A University of Hawaiʻi at Hilo student will participate in the launch of NASA’s latest lunar probe, LADEE (Lunar Atmosphere and Dust Environment Explorer) at the Mid-Atlantic Test Range in Virginia.
Sophomore Krystal Schlechter spent the past summer as an intern with the Pacific International Space Center for Exploration Systems (PISCES) under the Akamai Workforce Initiative. She was responsible for managing the Lunar Impact Observing Program, which involved coordinating student and community volunteers who used small C-11 telescopes to observe faint flashes produced by meteor impacts on the unlit portion of the moon.
The video data was processed to isolate and identify candidate impacts, then sent to NASA's global impact database. Schlechter also presented her work to the NASA Lunar Science Forum during a virtual online conference this past summer.
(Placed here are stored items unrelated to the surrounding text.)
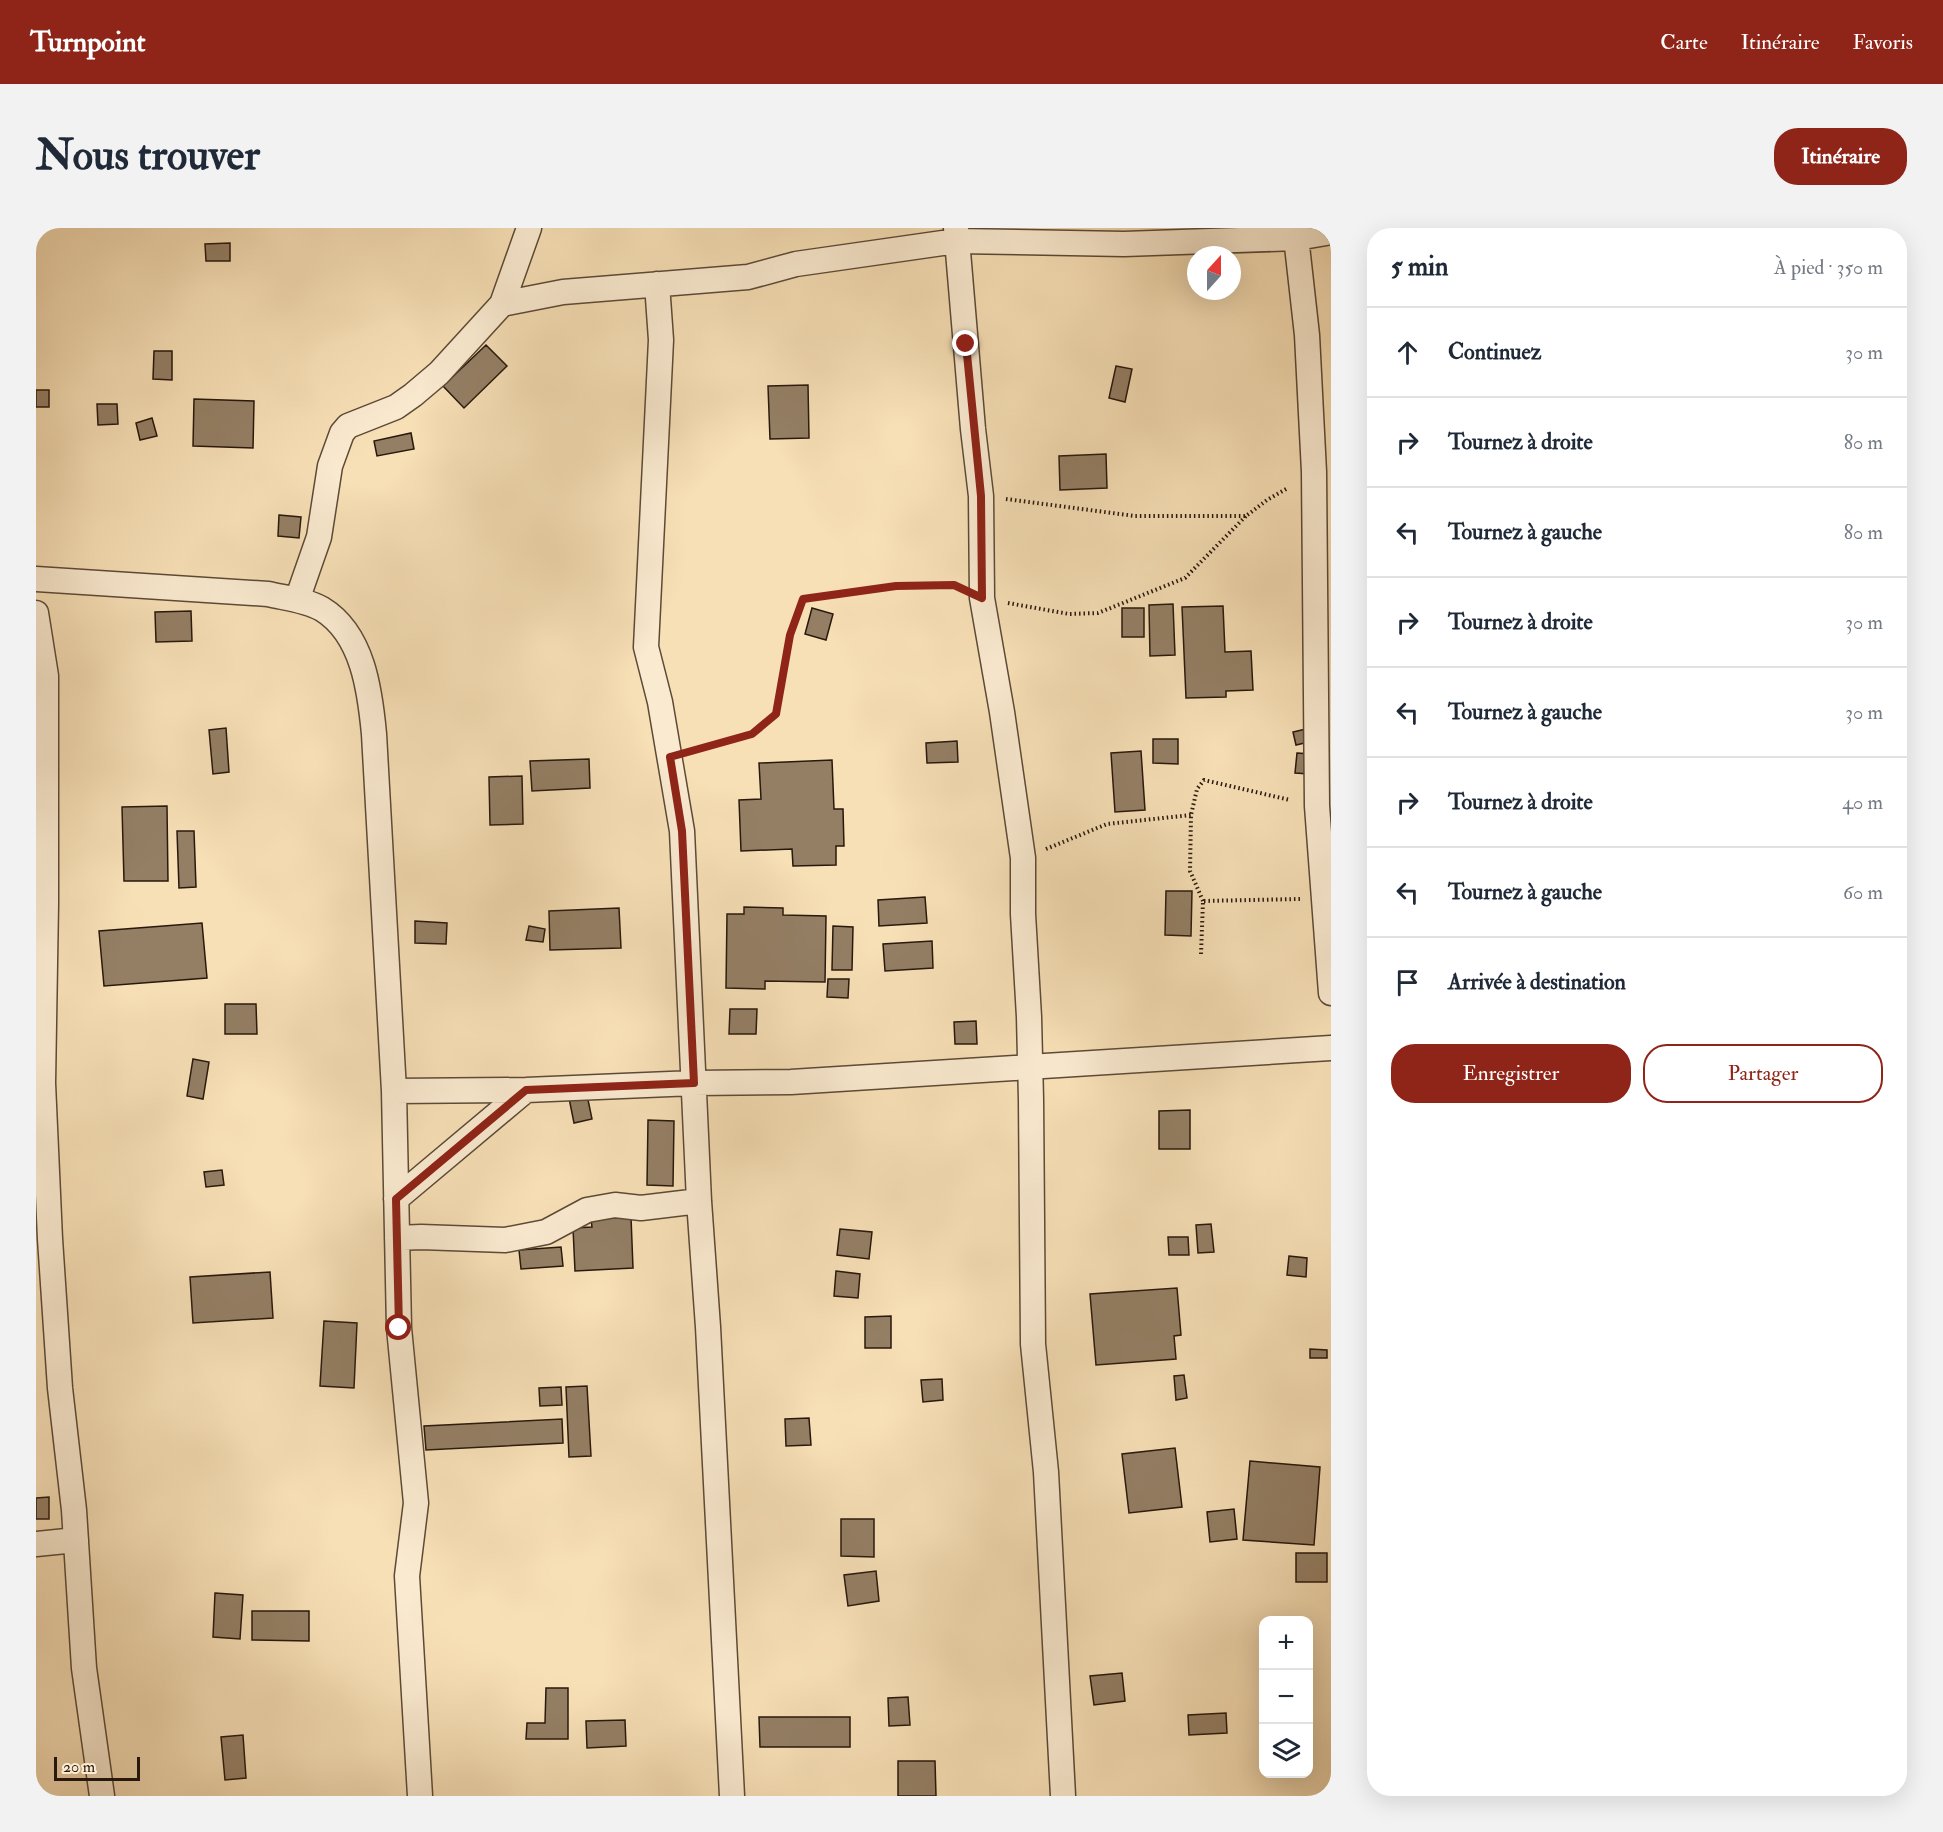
<!DOCTYPE html>
<html lang="fr">
<head>
<meta charset="utf-8">
<style>
  :root { --surface:#fff; --page:#f2f2f3; --text:#1f2937; --muted:#747a83; --line:#e0e1e3; --accent:#8f2418 }
  body { margin:0; font-family:"IM FELL Double Pica",serif; background:var(--page); color:var(--text) }
  .controls { position:absolute; right:18px; bottom:18px; display:grid; overflow:hidden; border-radius:12px; box-shadow:0 6px 24px #0002 }
  .controls button { width:54px; height:54px; display:grid; place-items:center; padding:0; border:0; border-bottom:2px solid var(--line); background:var(--surface); color:var(--text); font:30px sans-serif }
  .compass { position:absolute; left:1151px; top:18px; width:54px; height:54px; border-radius:50%; background:var(--surface); box-shadow:0 6px 24px #0002; rotate:21deg }
  .scale { position:absolute; left:18px; bottom:15px; width:86px; box-sizing:border-box; padding-left:6px; border:3px solid #28180d; border-top:0; font-size:16px; line-height:21px; white-space:nowrap; color:#28180d; -webkit-text-stroke:4px #faead0; paint-order:stroke }
  .stop { position:absolute; width:18px; height:18px; margin:-14px; border:4px solid #8f2418; border-radius:50%; background:#fff }
  .stop.end { background:#8f2418; border-color:#fff; box-shadow:0 2px 6px #0008 }
  .list { margin:0; padding:0; list-style:none }
  h2 { display:flex; justify-content:space-between; align-items:center; height:78px; margin:0; padding:0 24px; font-size:26px }
  h2 small { font-size:20px; font-weight:400; color:var(--muted) }
  .list li { display:grid; grid-template-columns:39px 1fr auto; gap:18px; align-items:center; box-sizing:border-box; height:90px; padding:0 24px; border-top:2px solid var(--line) }
  .list b { display:block; font-size:22px; white-space:nowrap }
  .list em { font-size:20px; font-style:normal; color:var(--muted) }
  .actions { display:flex; gap:12px; padding:18px 24px }
  .actions a { flex:1; padding:14px 0; border:2px solid var(--accent); border-radius:24px; text-align:center; font-size:21px; color:var(--accent) }
  .actions .main { background:var(--accent); color:#fff }
  .icon { flex:none; width:33px; height:33px; fill:none; stroke:currentColor; stroke-width:2; stroke-linecap:round; stroke-linejoin:round }
  .map { position:relative; flex:none; width:1295px; height:1568px; overflow:hidden; border-radius:24px }
  header { display:flex; align-items:center; gap:36px; box-sizing:border-box; height:84px; padding:0 30px; background:var(--accent); color:#fff }
  header strong { font-size:28px }
  nav { display:flex; gap:33px; margin-inline-start:auto; font-size:21px }
  .intro { display:flex; align-items:center; justify-content:space-between; box-sizing:border-box; height:144px; padding:0 36px }
  h1 { margin:0; font-size:42px }
  .button { padding:15px 27px; border-radius:24px; background:var(--accent); color:#fff; font-size:21px; font-weight:700 }
  main { display:flex; gap:36px; padding:0 36px }
  aside { flex:1; background:var(--surface); border-radius:24px; box-shadow:0 6px 24px #0002 }
  .map>svg:first-child { display:block }
</style>
</head>
<body>
<header>
<strong>Turnpoint</strong>
<nav><a>Carte</a><a>Itinéraire</a><a>Favoris</a></nav>
</header>
<div class="intro"><h1>Nous trouver</h1><a class="button">Itinéraire</a></div>
<main>
<div class="map">
<svg width="1295" height="1568" viewBox="0 0 1295 1568">
  <rect width="100%" height="100%" fill="#f7dfb6"/>
  <filter id="stains"><feTurbulence type="fractalNoise" baseFrequency=".00333" numOctaves="4"/><feColorMatrix values="0 0 0 0 .2 0 0 0 0 .09 0 0 0 0 .02 0 0 0 .5 -.17"/></filter>
  <radialGradient id="worn" r=".72"><stop offset=".6" stop-color="#630" stop-opacity="0"/><stop offset="1" stop-color="#630" stop-opacity=".3"/></radialGradient>
  <path fill="#947f65" stroke="#28180d" stroke-width="1.5" d="M194 15V33H170L169 16Z
    M450 117 471 138 428 180 407 158Z
    M118 123H136V152L117 151Z
    M1080 138 1096 141 1089 174 1073 170Z
    M772 157 773 210 734 211 732 158Z
    M0 162H13V179H0Z
    M158 171 218 173 217 220 157 218Z
    M61 176H81L82 196 62 197Z
    M116 190 121 208 104 212 100 195Z
    M375 205 378 221 341 228 338 213Z
    M1070 226 1071 260 1024 262 1023 228Z
    M243 287 265 289 263 310 242 308Z
    M1137 376 1139 427 1114 428 1113 377Z
    M1187 378 1189 424 1215 423 1217 462 1190 463V469L1150 470 1146 379Z
    M776 380 797 386 790 412 769 406Z
    M1086 380H1108V409H1086Z
    M155 383 156 413 120 414 119 384Z
    M190 500 193 544 177 546 173 502Z
    M1270 501 1273 514 1260 517 1257 504Z
    M1117 511H1142V536L1117 535Z
    M921 513 922 534 891 535 890 515Z
    M1105 523 1109 582 1079 584 1075 525Z
    M1261 525 1275 526 1273 546 1259 545Z
    M553 531 554 560 496 563 494 533Z
    M796 532 798 581H807L808 618H800V637L757 638 756 621 705 623 703 572 725 571 723 535Z
    M486 548 487 596 454 597 453 549Z
    M131 578 132 653H88L86 579Z
    M141 603H158L160 659 143 660Z
    M1130 663H1156L1155 708 1129 707Z
    M889 669 891 695 843 698 842 672Z
    M708 679 747 680V687L790 688 789 754 729 753V761L690 760 691 686H708Z
    M583 680 585 720 514 722 513 683Z
    M379 693 411 695 410 716 379 715Z
    M166 695 171 750 68 758 63 703Z
    M493 698 509 701 507 714 490 712Z
    M797 698 817 699 816 742H796Z
    M896 713 897 740 849 743 847 716Z
    M792 751H813L812 770 791 769Z
    M189 776H220L221 806H189Z
    M694 781H721L720 806H693Z
    M940 793 941 816H919L918 794Z
    M157 831 173 834 167 871 151 868Z
    M551 867 556 891 538 895 533 870Z
    M1154 882V921H1123V883Z
    M612 892 638 893 637 958 611 957Z
    M186 942 188 957 170 959 168 944Z
    M595 989 597 1040 539 1043 537 1000 556 999 555 991Z
    M1175 996 1178 1024 1162 1025 1160 997Z
    M804 1001 836 1004 833 1031 801 1027Z
    M1132 1009H1152L1153 1027H1133Z
    M525 1019 527 1038 485 1041 483 1022Z
    M1253 1028 1271 1030 1270 1049 1251 1047Z
    M800 1043 824 1046 822 1070 798 1068Z
    M234 1044 237 1090 157 1095 154 1049Z
    M1141 1060 1145 1107 1138 1108 1140 1131 1060 1137 1054 1066Z
    M855 1088V1120H829V1089Z
    M288 1093 321 1095 318 1160 284 1158Z
    M1274 1121 1291 1122V1130H1274Z
    M1148 1147 1151 1170 1140 1172 1138 1148Z
    M906 1151 907 1172 887 1174 885 1152Z
    M551 1158 555 1228 533 1229 530 1159Z
    M525 1159 526 1177 504 1178 503 1160Z
    M773 1190 775 1217 750 1218 749 1191Z
    M526 1191 527 1215 390 1222 388 1198Z
    M1139 1220 1146 1279 1093 1285 1086 1226Z
    M1214 1233 1284 1239 1278 1317 1207 1312Z
    M13 1269V1291H0V1270Z
    M1198 1281 1201 1311 1174 1314 1171 1284Z
    M805 1291H838V1329L805 1328Z
    M1260 1325H1291V1354H1260Z
    M840 1343 843 1373 812 1378 808 1347Z
    M179 1365 207 1367 204 1411 177 1409Z
    M216 1383H273V1413L216 1412Z
    M1086 1445 1089 1473 1058 1477 1054 1448Z
    M510 1460H532V1511H490L491 1495H509Z
    M872 1469 874 1497 853 1498 852 1470Z
    M1190 1485 1191 1505 1153 1507 1152 1487Z
    M723 1489H814V1519H724Z
    M589 1492 590 1518 551 1520 550 1493Z
    M207 1507 210 1550 189 1552 185 1509Z
    M862 1533H899L900 1568H862Z"/>
  <g fill="none" stroke-linecap="round" stroke-linejoin="round">
    <g stroke="#5c4a37" stroke-width="27">
      <path id="street" d="M920 0 937 201 945 268 946 370 966 484 987 630V686L993 789 995 872 997 1116 1010 1244 1027 1568
        M1259 0 1271 107 1278 244 1281 578 1295 765
        M621 56 625 112 610 419 624 474 646 603 663 973 672 1099 696 1568
        M466 76 527 64 712 49 760 36 921 13 1088 16 1261 10 1295 4
        M0 351 232 366C249 370 270 372 286 381 327 406 334 463 338 506L358 863 363 1100 380 1275 371 1348 384 1568
        M261 372 283 309 294 238 306 205 312 198 360 179 377 167 403 145 466 76 493 0
        M0 385 10 448V676L7 855 14 1011 24 1160 38 1282 48 1440 66 1568
        M358 863 490 862 658 855 755 854 1295 820
        M360 971 490 862
        M361 1010 385 1009 469 1012 510 1004 551 982 579 977 605 980 663 973
        M0 1316 40 1312"/>
    </g>
    <path stroke="#28180d" stroke-width="4" stroke-dasharray="1.5 3" stroke-linecap="butt" d="M970 271 1099 288H1210L1231 272 1252 260
      M972 375 1033 386 1062 385 1149 350 1210 288
      M658 523 716 506 740 486 754 407 767 371 860 358 920 357
      M1010 621 1071 596 1155 587
      M1167 673 1154 643 1155 587 1161 561 1168 552 1254 572
      M1165 726 1167 673 1264 671"/>
    <use href="#street" stroke="#faead0" stroke-width="24"/>
  </g>
  <g fill="none" stroke-linecap="round" stroke-linejoin="round">
    <path stroke="#8f2418" stroke-width="8" d="M363 1100 360 971 490 862 658 855 646 603 634 529 716 506 740 486 754 407 767 371 860 358 918 357 946 370 945 268 930 116"/>
  </g>
  <rect width="100%" height="100%" filter="url(#stains)"/>
  <rect width="100%" height="100%" fill="url(#worn)"/>
</svg>
<div class="controls">
<button>+</button>
<button>−</button>
<button><svg class="icon" aria-label="layers" viewBox="0 0 24 24"><path d="M12 4l9 5-9 5-9-5zM3 14l9 5 9-5"/></svg></button>
</div>
<svg class="compass" viewBox="-18 -18 36 36"><path d="M0-13l5 13h-10z" fill="#e53935"/><path d="M0 13l5-13h-10z" fill="#747a83"/></svg>
<div class="scale">20 m</div>
<div class="stop" style="left:363px;top:1100px"></div>
<div class="stop end" style="left:930px;top:116px"></div>
</div>
<aside>
<h2>5 min<small>À pied · 350 m</small></h2>
<ul class="list">
<li><svg class="icon" aria-label="ahead" viewBox="0 0 24 24"><path d="M12 20V5M6 11l6-6 6 6"/></svg><div><b>Continuez</b></div><em>30 m</em></li>
<li><svg class="icon" aria-label="right" viewBox="0 0 24 24"><path d="M7 20v-9h11M14 6l5 5-5 5"/></svg><div><b>Tournez à droite</b></div><em>80 m</em></li>
<li><svg class="icon" aria-label="left" viewBox="0 0 24 24"><path d="M17 20v-9H6M10 6l-5 5 5 5"/></svg><div><b>Tournez à gauche</b></div><em>80 m</em></li>
<li><svg class="icon" aria-label="right" viewBox="0 0 24 24"><path d="M7 20v-9h11M14 6l5 5-5 5"/></svg><div><b>Tournez à droite</b></div><em>30 m</em></li>
<li><svg class="icon" aria-label="left" viewBox="0 0 24 24"><path d="M17 20v-9H6M10 6l-5 5 5 5"/></svg><div><b>Tournez à gauche</b></div><em>30 m</em></li>
<li><svg class="icon" aria-label="right" viewBox="0 0 24 24"><path d="M7 20v-9h11M14 6l5 5-5 5"/></svg><div><b>Tournez à droite</b></div><em>40 m</em></li>
<li><svg class="icon" aria-label="left" viewBox="0 0 24 24"><path d="M17 20v-9H6M10 6l-5 5 5 5"/></svg><div><b>Tournez à gauche</b></div><em>60 m</em></li>
<li><svg class="icon" aria-label="arrive" viewBox="0 0 24 24"><path d="M6 21V4h12l-3 4 3 4H6"/></svg><div><b>Arrivée à destination</b></div></li>
</ul>
<div class="actions"><a class="main">Enregistrer</a><a>Partager</a></div>
</aside>
</main>
</body>
</html>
LADEE is designed to study the Moon's thin and tenuous atmosphere, or “exosphere” and the lunar dust environment to help scientists understand other planetary bodies with exospheres like Mercury and some of Jupiter’s bigger moons. The mission will also examine the density, temporal and spatial variability of dust particles that may get lofted into the atmosphere.
The nearly 850-pound robotic spacecraft will be launched on top of a Minotaur V rocket as early as September 6, 2013 and will spend about 2 1/2 months reaching the Moon, getting into its science orbit, and checking systems before its 100-day scientific mission begins.
Schlechter and her mentor, John Hamilton (PISCES EPO and Test Logistics Manager), were invited by NASA to be part of the official launch effort and joins the Public Outreach activities at the NASA Wallops Island Visitor Center.